▶ [Task item] Without omitting anything, retype the data that follows.

:::

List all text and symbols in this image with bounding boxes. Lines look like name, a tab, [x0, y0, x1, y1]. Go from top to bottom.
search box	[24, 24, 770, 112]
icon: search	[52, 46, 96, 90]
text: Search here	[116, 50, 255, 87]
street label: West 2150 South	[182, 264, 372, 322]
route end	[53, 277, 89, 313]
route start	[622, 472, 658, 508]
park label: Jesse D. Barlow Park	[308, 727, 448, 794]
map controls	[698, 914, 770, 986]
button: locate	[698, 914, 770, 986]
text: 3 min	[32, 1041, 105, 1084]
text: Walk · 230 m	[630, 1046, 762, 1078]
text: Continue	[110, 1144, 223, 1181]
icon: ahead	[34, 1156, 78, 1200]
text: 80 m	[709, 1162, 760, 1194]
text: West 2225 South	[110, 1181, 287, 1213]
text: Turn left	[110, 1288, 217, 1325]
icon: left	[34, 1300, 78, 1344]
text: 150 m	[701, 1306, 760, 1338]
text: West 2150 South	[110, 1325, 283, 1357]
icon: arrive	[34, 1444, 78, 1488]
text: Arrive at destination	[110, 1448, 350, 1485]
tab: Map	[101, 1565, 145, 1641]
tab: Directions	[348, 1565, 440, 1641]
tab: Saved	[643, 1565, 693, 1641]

:::

▶ [Solved exercise]
List all text and symbols in this image with bounding boxes. Lines look like name, a tab, [x0, y0, x1, y1]. Go from top to bottom.
search box	[24, 24, 770, 112]
icon: search	[52, 46, 96, 90]
text: Search here	[116, 50, 255, 87]
street label: West 2150 South	[182, 264, 372, 322]
route end	[53, 277, 89, 313]
route start	[622, 472, 658, 508]
park label: Jesse D. Barlow Park	[308, 727, 448, 794]
map controls	[698, 914, 770, 986]
button: locate	[698, 914, 770, 986]
text: 3 min	[32, 1041, 105, 1084]
text: Walk · 230 m	[630, 1046, 762, 1078]
text: Continue	[110, 1144, 223, 1181]
icon: ahead	[34, 1156, 78, 1200]
text: 80 m	[709, 1162, 760, 1194]
text: West 2225 South	[110, 1181, 287, 1213]
text: Turn left	[110, 1288, 217, 1325]
icon: left	[34, 1300, 78, 1344]
text: 150 m	[701, 1306, 760, 1338]
text: West 2150 South	[110, 1325, 283, 1357]
icon: arrive	[34, 1444, 78, 1488]
text: Arrive at destination	[110, 1448, 350, 1485]
tab: Map	[101, 1565, 145, 1641]
tab: Directions	[348, 1565, 440, 1641]
tab: Saved	[643, 1565, 693, 1641]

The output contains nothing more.